To complement observations about consumer spending and demand, the group analyzed business revenue data to understand their pandemic response. It used small-business opening and revenue data from Womply from Jan. 10, 2020, to June 30, 2021. To generate sector-specific insights, data was separated into four groups: education and health services; leisure and hospitality; professional and business services; and transportation. Due to strict stay-at-home advisories, many businesses across groups closed their doors. Professional-services businesses approached their pre-pandemic opening numbers at the end of the 1.5-year period, while leisure and hospitality openings declined steadily over the entire period. The same groups were used to analyze small business revenue, and all groups experienced similar declines with the exception of professional services, which nearly exceeded its pre-pandemic revenue by July 2021.

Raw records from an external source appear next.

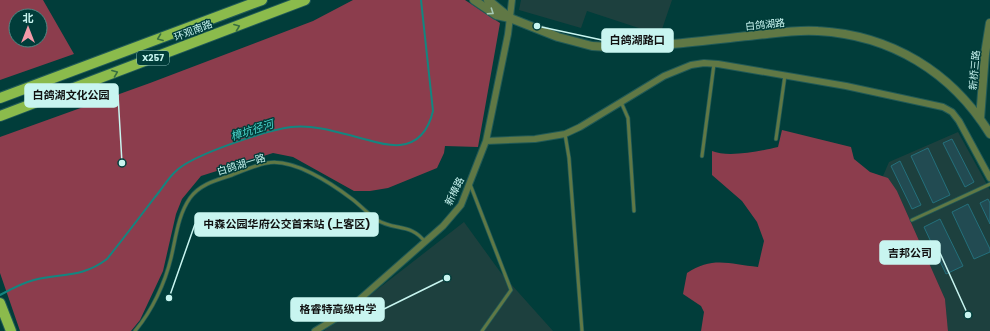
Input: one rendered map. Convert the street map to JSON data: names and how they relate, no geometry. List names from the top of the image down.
{
  "streets": {
    "main road": ["环观南路", "X257"],
    "street": ["白鸽湖路", "新桥三路", "新樟路"],
    "lane": ["白鸽湖一路"]
  },
  "crossings": [
    ["白鸽湖路", "新桥三路"],
    ["白鸽湖路", "新樟路"],
    ["白鸽湖一路", "新樟路"]
  ],
  "water": ["樟坑径河"],
  "places": [
    "白鸽湖路口",
    "白鸽湖文化公园",
    "格睿特高级中学",
    "中森公园华府公交首末站 (上客区)",
    "吉邦公司"
  ],
  "north": "top"
}
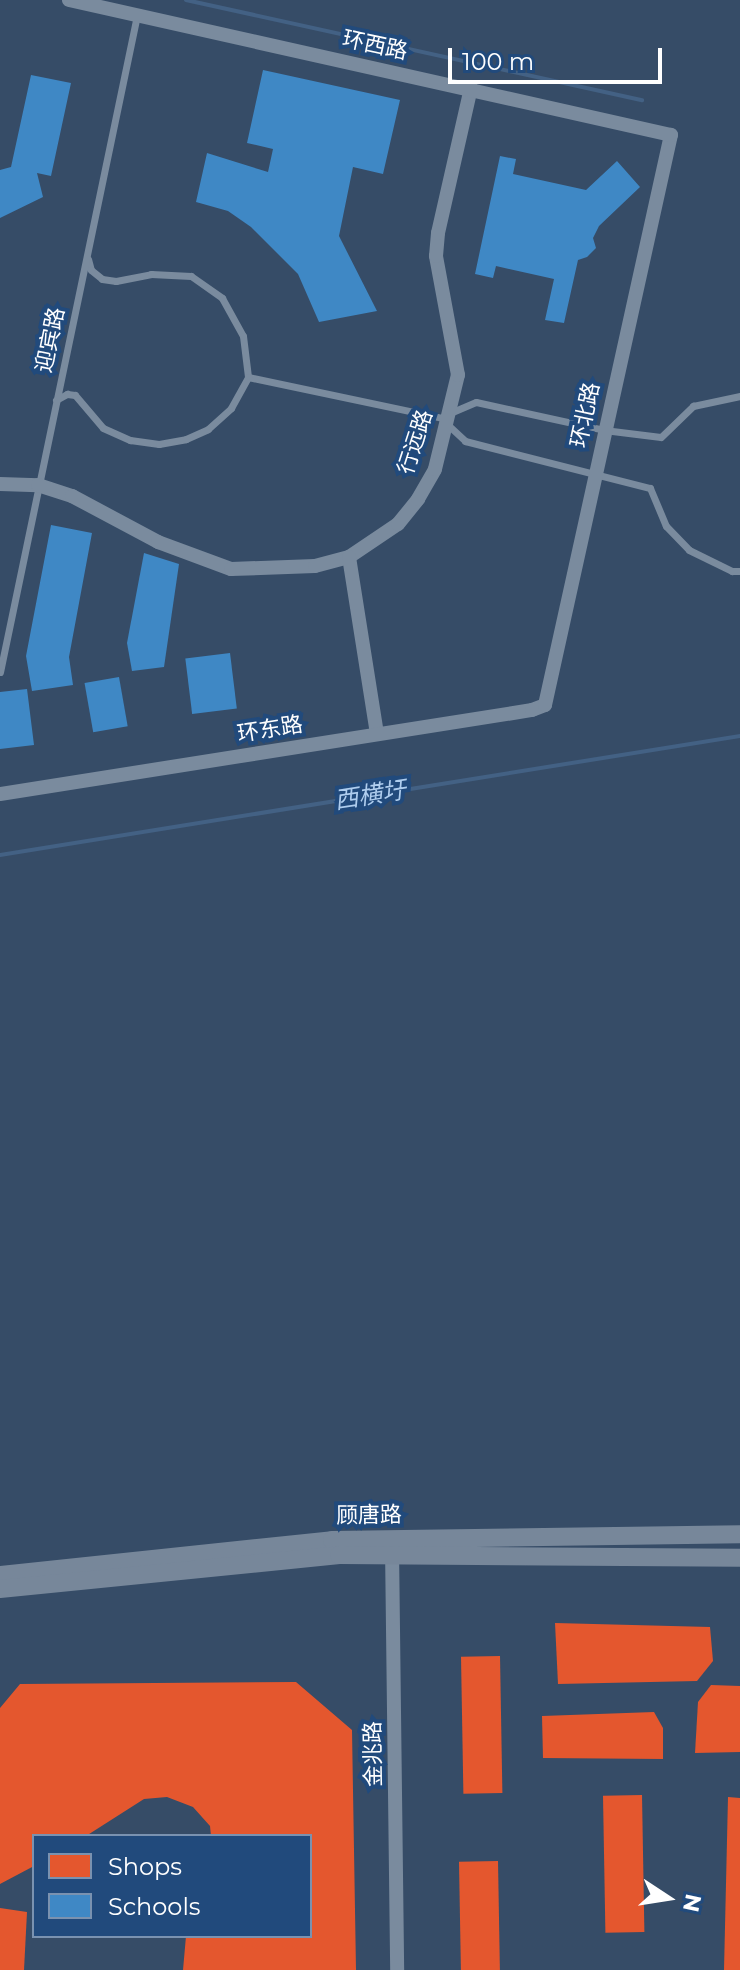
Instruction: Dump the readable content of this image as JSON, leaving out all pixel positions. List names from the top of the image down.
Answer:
{
  "streets": {
    "main road": ["顾唐路"],
    "street": [
      "环西路",
      "环北路",
      "行远路",
      "环东路",
      "金兆路"
    ],
    "lane": ["迎宾路"]
  },
  "crossings": [
    ["环西路", "迎宾路"],
    ["环西路", "环北路"],
    ["环西路", "行远路"],
    ["迎宾路", "行远路"],
    ["环北路", "环东路"],
    ["顾唐路", "金兆路"]
  ],
  "water": ["西横圩"],
  "legend": ["Shops", "Schools"],
  "scale_bar": "100 m",
  "north": "right"
}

The Restaurant Revitalization Fund is a grant issued by the U.S. Small Business Administration. Because it is a national program, the data set analyzed provided data on grants given to restaurants in all 50 states. On average, it was found that Massachusetts restaurants got the greatest grant amounts, trailing only Washington, D.C. For all analysis hereafter, the group compared national averages for different groups of businesses in Cambridge and Massachusetts more broadly. The three main groups observed were socially and economically disadvantaged businesses, women-owned businesses, and Historically Underutilized Business Zones (otherwise known as HUB-Zones). In Cambridge, large disparities exist between grant amounts for economically disadvantaged and women-owned businesses as compared with their counterparts. The difference is about $250,000, on average. These disparities also exist between HUB-Zone businesses and their counterparts, but in the amount of about $50,000 on average. For all groups, these disparities shrink when state and national levels are examined, which is standard as the sample size increases.
The data confirmed that the national trends are also true on a local level: Small businesses are suffering. Though some sectors and groups of businesses are beginning to find their footing again, it is imperative that organizations such as Cambridge Local First and Cambridge governing bodies offer support to businesses in the hospitality space, as well as women and economically disadvantaged business owners. The strength of our state and national economies build directly upon the strength of local businesses. In the search for a new normal, uplifting small businesses should be at the forefront.
Chelsea Baker is a member of the Harvard Data Analytics Group.